'''
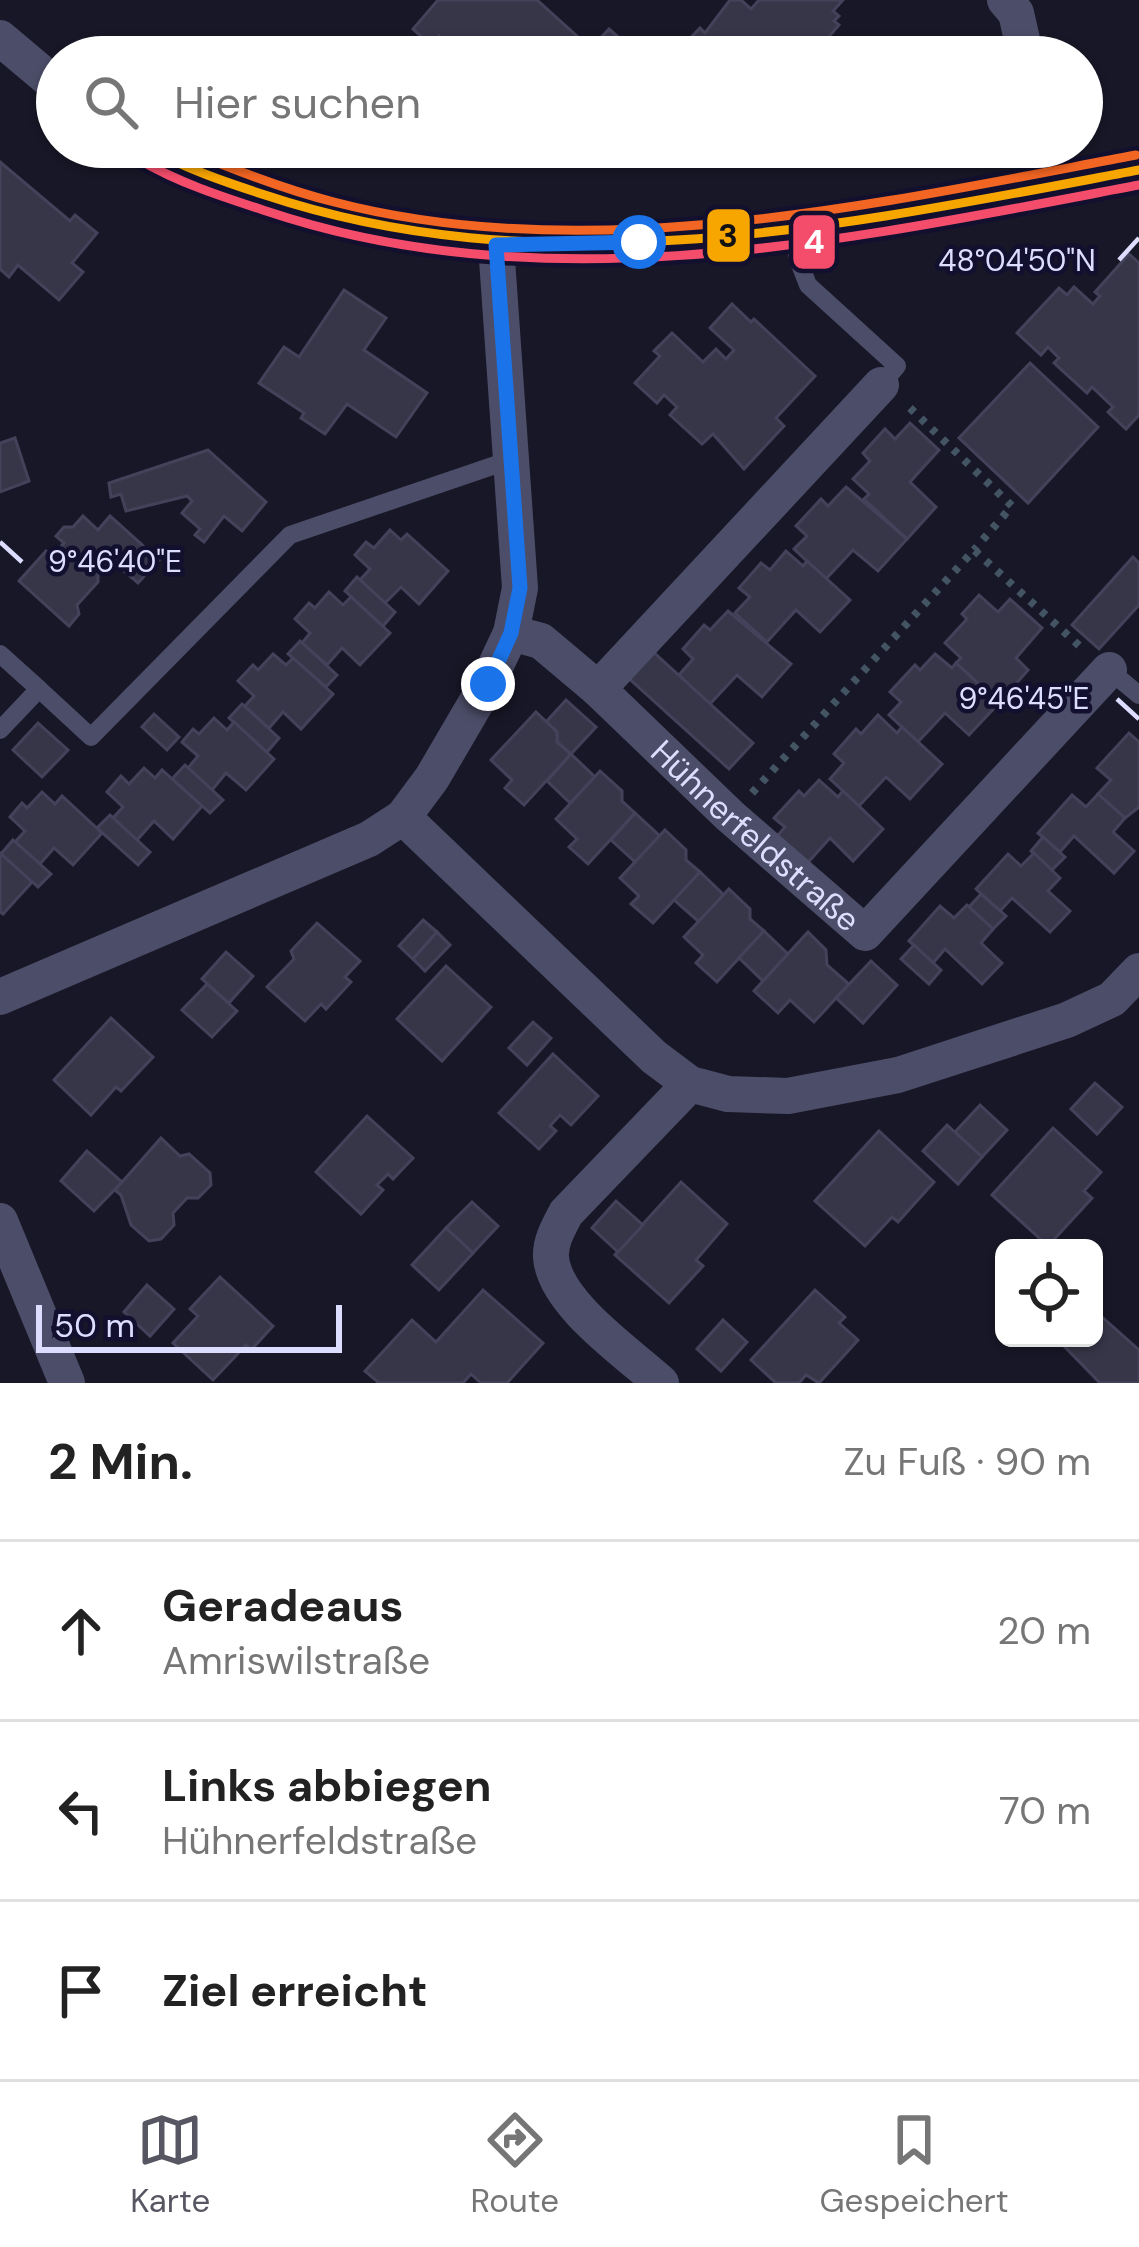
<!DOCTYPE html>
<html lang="de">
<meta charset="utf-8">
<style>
:root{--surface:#fff;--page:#f2f2f2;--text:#222;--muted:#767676;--line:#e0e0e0;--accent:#575763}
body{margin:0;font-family:"DM Sans",sans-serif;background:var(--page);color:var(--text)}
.controls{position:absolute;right:36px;bottom:36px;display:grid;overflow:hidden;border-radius:18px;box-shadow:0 3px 9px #0004}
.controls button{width:108px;height:108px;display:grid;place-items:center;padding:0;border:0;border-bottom:3px solid var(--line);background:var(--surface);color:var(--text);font:60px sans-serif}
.scale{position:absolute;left:36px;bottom:30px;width:306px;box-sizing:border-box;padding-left:12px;border:6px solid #ddf;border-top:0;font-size:33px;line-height:42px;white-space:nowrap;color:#ddf;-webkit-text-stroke:9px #12102e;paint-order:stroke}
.stop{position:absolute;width:36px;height:36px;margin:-27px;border:9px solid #1a73e8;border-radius:50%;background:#fff}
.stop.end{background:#1a73e8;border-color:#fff;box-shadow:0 3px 12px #0008}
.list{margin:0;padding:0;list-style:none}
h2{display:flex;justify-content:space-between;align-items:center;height:156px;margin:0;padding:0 48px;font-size:51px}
h2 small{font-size:39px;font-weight:400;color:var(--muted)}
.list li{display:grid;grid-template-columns:78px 1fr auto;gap:36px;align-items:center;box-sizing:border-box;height:180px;padding:0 48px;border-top:3px solid var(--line)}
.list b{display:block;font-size:45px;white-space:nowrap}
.list p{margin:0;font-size:39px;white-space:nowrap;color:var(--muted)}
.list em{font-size:39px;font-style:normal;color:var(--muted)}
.icon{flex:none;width:66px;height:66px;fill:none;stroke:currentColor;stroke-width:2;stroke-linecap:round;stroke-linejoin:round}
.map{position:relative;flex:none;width:1139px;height:1383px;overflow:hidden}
.search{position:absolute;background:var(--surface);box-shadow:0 3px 9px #0004;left:36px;right:36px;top:36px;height:132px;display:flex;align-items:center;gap:30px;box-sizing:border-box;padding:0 42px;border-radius:66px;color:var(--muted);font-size:45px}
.sheet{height:696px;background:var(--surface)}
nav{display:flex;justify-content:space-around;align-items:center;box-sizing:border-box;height:168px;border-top:3px solid var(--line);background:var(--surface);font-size:33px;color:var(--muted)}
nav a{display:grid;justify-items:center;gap:6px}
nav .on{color:var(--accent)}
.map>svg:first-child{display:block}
.building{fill:#363648;stroke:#44425a;stroke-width:3}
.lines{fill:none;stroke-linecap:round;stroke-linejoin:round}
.path{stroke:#435462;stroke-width:8;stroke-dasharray:6 9;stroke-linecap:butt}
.lane{stroke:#4c4d68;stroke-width:18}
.street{stroke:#4c4d68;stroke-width:36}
.bus-1-casing{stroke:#12102e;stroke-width:18}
.bus-2-casing{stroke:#12102e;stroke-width:18}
.bus-3-casing{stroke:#12102e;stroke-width:18}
.bus-1{stroke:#f7a600;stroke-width:9}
.bus-2{stroke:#f44d6c;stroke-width:9}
.bus-3{stroke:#f26522;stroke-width:9}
.route{stroke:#1a73e8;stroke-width:15}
.ticks{fill:none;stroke:#ddf;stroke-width:4.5}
.labels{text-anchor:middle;stroke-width:9;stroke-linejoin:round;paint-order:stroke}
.street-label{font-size:33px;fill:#ddf;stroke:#12102e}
.ticks-label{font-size:30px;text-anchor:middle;fill:#ddf;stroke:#12102e;stroke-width:9;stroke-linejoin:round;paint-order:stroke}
.line-badge{stroke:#12102e;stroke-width:4.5}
.badge-label{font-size:33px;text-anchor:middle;font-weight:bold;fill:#fff}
.pale-badge-label{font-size:33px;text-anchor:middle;font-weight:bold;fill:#111}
</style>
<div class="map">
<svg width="1139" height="1383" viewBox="0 0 1139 1383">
<rect width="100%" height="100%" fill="#181727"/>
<g class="building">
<polygon points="438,0 537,0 599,56 462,57 439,36 431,45 413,29"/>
<polygon points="730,0 741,0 751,9 759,0 843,0 833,11 839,16 834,21 839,25 820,47 812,40 796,57 695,57 683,46 700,28 705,33"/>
<polygon points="609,29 641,57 598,57 590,49"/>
<polygon points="0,162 70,221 75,215 97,233 72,263 83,272 59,300 18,265 9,277 0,269"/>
<polygon points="1129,254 1139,263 1139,415 1126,429 1108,412 1113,407 1092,387 1087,393 1054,363 1059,358 1048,347 1041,355 1017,333 1059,288 1067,295 1074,287 1093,304 1100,296 1095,292"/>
<polygon points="344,290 386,318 364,350 427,393 396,437 347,404 325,434 301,418 304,413 259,383 284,347 299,357"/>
<polygon points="732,304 751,322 754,319 815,376 776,418 784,426 744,469 713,434 702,444 670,415 677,407 664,395 657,403 635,383 660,356 654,351 672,333 703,362 716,349 726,359 734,350 710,328"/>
<polygon points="1030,363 1098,427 1028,503 959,438"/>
<polygon points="910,423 939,450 910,482 936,507 907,539 864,499 869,494 853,479 870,461 863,453 885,429 895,439"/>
<polygon points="15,438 29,481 0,492 0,443"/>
<polygon points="208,450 266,502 242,531 224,516 204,542 195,535 200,529 182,513 192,501 187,496 126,511 121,494 111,497 109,483"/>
<polygon points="846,487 907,539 878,571 853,550 826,579 794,549 807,536 796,526 821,499 828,506"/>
<polygon points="83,516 98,530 110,516 159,560 138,583 110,559 98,572 98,582 77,605 79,614 69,626 19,581 46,551 52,556 64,543 56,536 64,527 73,527"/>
<polygon points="390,530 401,540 407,534 448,571 419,604 401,587 385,603 360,580 370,569 355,555 366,542 374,548"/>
<polygon points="786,551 803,566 807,561 850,600 820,632 796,610 767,642 735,613 750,597 739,588 761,563 770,570"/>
<polygon points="1133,557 1139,563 1139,605 1099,649 1072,625"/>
<polygon points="357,577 395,612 383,626 345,591"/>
<polygon points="329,592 343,605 351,597 390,633 360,665 342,648 327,665 302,643 310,633 295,619 309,603 315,608"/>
<polygon points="979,595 998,612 1010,599 1042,628 1016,658 1028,670 999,703 956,663 961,658 945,643 967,619 962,614"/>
<polygon points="728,611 791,664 762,697 737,675 710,704 679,675 693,659 683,649 704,625 710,630"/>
<polygon points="300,641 337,675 326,687 288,654"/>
<polygon points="649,648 753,743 729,769 625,675"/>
<polygon points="273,654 286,665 293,658 333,694 301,729 283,712 269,728 245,706 254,696 238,681 253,665 258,670"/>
<polygon points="935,654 952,668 956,663 999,703 969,735 945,713 918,742 889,715 901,702 890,692 915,665 920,670"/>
<polygon points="566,700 596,727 571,754 557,742 557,732 546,722"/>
<polygon points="242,704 279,738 267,752 229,718"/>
<polygon points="536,712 557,732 557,742 571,754 524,805 505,788 512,780 491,760"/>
<polygon points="154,714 179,737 167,750 142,727"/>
<polygon points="878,715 897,733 902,727 942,764 910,799 886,777 859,806 830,779 844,763 834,754 856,729 861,734"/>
<polygon points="214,718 227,730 234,722 274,759 246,790 226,773 212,790 188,768 198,756 182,742 193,729 199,734"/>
<polygon points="38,723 68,750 42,777 13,750"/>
<polygon points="1129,733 1139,742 1139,807 1125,818 1098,794 1111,780 1097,768"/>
<polygon points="571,754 595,777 570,803 547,781"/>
<polygon points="185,765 223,800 210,813 172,779"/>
<polygon points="144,768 155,778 162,770 202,806 173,839 154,821 137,840 113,818 123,807 107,792 121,776 129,784"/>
<polygon points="600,771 622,791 622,801 635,813 588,864 569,847 577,839 556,819"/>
<polygon points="819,780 838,797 843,791 883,829 853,861 830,838 803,868 773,841 785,827 774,818 799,791 804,796"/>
<polygon points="42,792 55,804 62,796 102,833 73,865 54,848 40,864 15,842 25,831 10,817 22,803 27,808"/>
<polygon points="1098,794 1125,818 1113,832 1134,851 1114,873 1074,836 1060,852 1038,833 1072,795 1086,807"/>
<polygon points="635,813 660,836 635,862 611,840"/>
<polygon points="110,815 150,852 138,865 97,828"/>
<polygon points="665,830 686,850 686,860 700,872 653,923 631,904 639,896 620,878"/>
<polygon points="1043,837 1065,857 1052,870 1031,851"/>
<polygon points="13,840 51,874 38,887 1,854"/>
<polygon points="0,853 32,882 3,914 0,912"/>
<polygon points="1034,853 1060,878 1048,891 1070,911 1050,932 1012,898 1000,911 976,889 1008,854 1021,866"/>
<polygon points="700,872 724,895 699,922 674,900"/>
<polygon points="729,889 750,909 750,919 764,931 717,982 696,963 703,955 684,937"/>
<polygon points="981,894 1006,916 993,929 969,907"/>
<polygon points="967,905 993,929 981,943 1002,963 982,984 945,949 933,963 909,941 940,906 954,918"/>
<polygon points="423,920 437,932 413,959 399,946"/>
<polygon points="317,923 360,961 345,977 351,982 326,1009 321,1004 305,1021 267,987 294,959 291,951"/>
<polygon points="764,931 788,954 763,981 739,958"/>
<polygon points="437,932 450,945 425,971 413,959"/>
<polygon points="808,932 826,950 827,965 849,984 814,1022 790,1000 778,1013 754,991"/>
<polygon points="914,945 941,970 929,984 901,959"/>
<polygon points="226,952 253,976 229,1003 202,979"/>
<polygon points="871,961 897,985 863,1023 836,998"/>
<polygon points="446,966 491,1007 442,1061 397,1019"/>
<polygon points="207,984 237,1011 212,1037 182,1010"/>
<polygon points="111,1018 153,1057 121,1091 116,1087 91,1115 54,1080"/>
<polygon points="533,1022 551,1038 527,1065 509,1048"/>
<polygon points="553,1054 598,1096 571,1125 560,1115 550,1126 556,1131 539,1149 499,1113"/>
<polygon points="1095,1083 1122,1107 1097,1134 1071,1109"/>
<polygon points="980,1105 1007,1130 982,1157 955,1132"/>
<polygon points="367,1116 413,1158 393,1179 388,1174 377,1185 383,1190 361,1214 316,1172"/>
<polygon points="947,1125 982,1157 958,1184 923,1151"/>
<polygon points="1053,1128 1101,1172 1084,1191 1092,1198 1048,1246 992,1195"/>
<polygon points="879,1131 934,1182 898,1222 892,1217 865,1246 815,1201"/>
<polygon points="161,1138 180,1156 189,1154 210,1173 211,1185 198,1198 187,1198 173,1213 174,1225 161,1239 149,1241 131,1225 121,1195 115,1190"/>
<polygon points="87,1151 122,1182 94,1211 61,1181"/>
<polygon points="681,1182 727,1224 696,1260 703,1266 669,1303 615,1255"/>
<polygon points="616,1201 643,1225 618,1252 592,1228"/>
<polygon points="472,1202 498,1226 473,1253 446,1228"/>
<polygon points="446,1228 473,1253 439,1290 412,1265"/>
<polygon points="220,1277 273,1326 251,1350 246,1345 213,1380 173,1343 198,1316 190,1309"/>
<polygon points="147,1285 174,1309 150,1336 124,1312"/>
<polygon points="483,1290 543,1343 507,1383 481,1383 471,1374 463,1383 379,1383 365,1371 412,1320 436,1342"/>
<polygon points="815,1290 845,1317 839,1323 858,1340 819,1383 806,1375 799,1383 776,1383 751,1360"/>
<polygon points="1102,1317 1139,1350 1139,1383 1100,1383 1062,1344 1068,1338 1094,1338 1094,1319 1097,1322"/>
<polygon points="723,1320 747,1342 721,1371 697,1349"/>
</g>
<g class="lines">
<g class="path">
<polyline points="910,408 1012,506 974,550"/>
<polyline points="752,793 974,550 1084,650"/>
</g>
<g class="lane">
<polyline points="793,228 798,259 808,285 897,366 881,385"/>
<polyline points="0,654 39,689"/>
<polyline points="1109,670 1139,695"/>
<polyline points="0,730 39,689 91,737 290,535 513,459"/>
</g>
<g class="street">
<polyline points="1005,0 1016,13 1026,57"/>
<polyline points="0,38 57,86"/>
<path d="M147,147C170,161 197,170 222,181C504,301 848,224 1139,170"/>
<polyline points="1047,147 1056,185"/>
<path id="s1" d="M511,633L541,641L598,689L730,816L865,933L1109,670"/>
<polyline points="598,689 881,385"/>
<polyline points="403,817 654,1057 690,1084 728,1094 788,1096 898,1075 1067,1020 1112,999 1139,971"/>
<polyline points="0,997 369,839 403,817 432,778 487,684 511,633 520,588 496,245"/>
<polyline points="0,1221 67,1383"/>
<path d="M661,1383C628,1353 554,1303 551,1257C550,1241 559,1227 566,1213L690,1084"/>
</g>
<g class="bus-1-casing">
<path id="bus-1" d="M147,147C184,168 225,182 265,195C550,290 852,224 1139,170"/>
</g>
<g class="bus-2-casing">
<path id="bus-2" d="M140,160C179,183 223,197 266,211C549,306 854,239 1139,185"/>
</g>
<g class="bus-3-casing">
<path id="bus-3" d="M180,147C229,168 282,189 334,202C591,269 881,203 1136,155"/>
</g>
<use href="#bus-1" class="bus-1"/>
<use href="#bus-2" class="bus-2"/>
<use href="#bus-3" class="bus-3"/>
</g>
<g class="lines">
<polyline class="route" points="488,684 511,633 520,588 496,245 639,242"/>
</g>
<path class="ticks" d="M1119,260L1139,238M0,542L22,562M1117,699L1139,719"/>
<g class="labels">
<g class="street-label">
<text dy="12" stroke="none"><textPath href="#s1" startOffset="321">Hühnerfeldstraße</textPath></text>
</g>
</g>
<g class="ticks-label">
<text x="1017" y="271">48°04'50"N</text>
<text x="115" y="572">9°46'40"E</text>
<text x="1024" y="709">9°46'45"E</text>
</g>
<g class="line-badge">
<rect x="705" y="207" width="47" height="57" rx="12" fill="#f7a600"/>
<rect x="791" y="213" width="46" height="58" rx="12" fill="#f44d6c"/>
</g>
<g class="badge-label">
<text x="814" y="253">4</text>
</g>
<g class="pale-badge-label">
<text x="728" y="247">3</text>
</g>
</svg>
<div class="controls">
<button><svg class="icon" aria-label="locate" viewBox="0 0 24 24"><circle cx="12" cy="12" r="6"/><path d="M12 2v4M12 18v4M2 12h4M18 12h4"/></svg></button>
</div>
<div class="scale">50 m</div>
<div class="stop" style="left:639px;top:242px"></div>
<div class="stop end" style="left:488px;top:684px"></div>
<div class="search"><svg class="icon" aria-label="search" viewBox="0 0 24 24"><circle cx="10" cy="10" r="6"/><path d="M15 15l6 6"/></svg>Hier suchen</div>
</div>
<section class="sheet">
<h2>2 Min.<small>Zu Fuß · 90 m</small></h2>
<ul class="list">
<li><svg class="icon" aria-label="ahead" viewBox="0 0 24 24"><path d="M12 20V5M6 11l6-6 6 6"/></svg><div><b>Geradeaus</b><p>Amriswilstraße</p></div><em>20 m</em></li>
<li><svg class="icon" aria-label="left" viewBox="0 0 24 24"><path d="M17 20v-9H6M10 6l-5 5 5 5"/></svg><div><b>Links abbiegen</b><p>Hühnerfeldstraße</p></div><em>70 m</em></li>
<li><svg class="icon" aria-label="arrive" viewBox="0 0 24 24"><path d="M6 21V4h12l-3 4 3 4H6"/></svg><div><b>Ziel erreicht</b></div></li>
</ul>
</section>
<nav>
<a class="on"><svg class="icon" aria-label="map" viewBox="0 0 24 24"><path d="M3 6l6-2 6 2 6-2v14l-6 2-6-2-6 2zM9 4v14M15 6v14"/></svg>Karte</a>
<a><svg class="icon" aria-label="directions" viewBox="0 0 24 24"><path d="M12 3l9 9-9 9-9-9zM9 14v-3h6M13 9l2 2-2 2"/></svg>Route</a>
<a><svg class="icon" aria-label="saved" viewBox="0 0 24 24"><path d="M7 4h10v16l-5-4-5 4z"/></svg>Gespeichert</a>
</nav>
'''
=== Exercise directions ===
Repeat exactly the lines of the material from the one with "6 2 6-2v14l-6" through the end, both the first and the last included.

=== Exercise answer ===
<a class="on"><svg class="icon" aria-label="map" viewBox="0 0 24 24"><path d="M3 6l6-2 6 2 6-2v14l-6 2-6-2-6 2zM9 4v14M15 6v14"/></svg>Karte</a>
<a><svg class="icon" aria-label="directions" viewBox="0 0 24 24"><path d="M12 3l9 9-9 9-9-9zM9 14v-3h6M13 9l2 2-2 2"/></svg>Route</a>
<a><svg class="icon" aria-label="saved" viewBox="0 0 24 24"><path d="M7 4h10v16l-5-4-5 4z"/></svg>Gespeichert</a>
</nav>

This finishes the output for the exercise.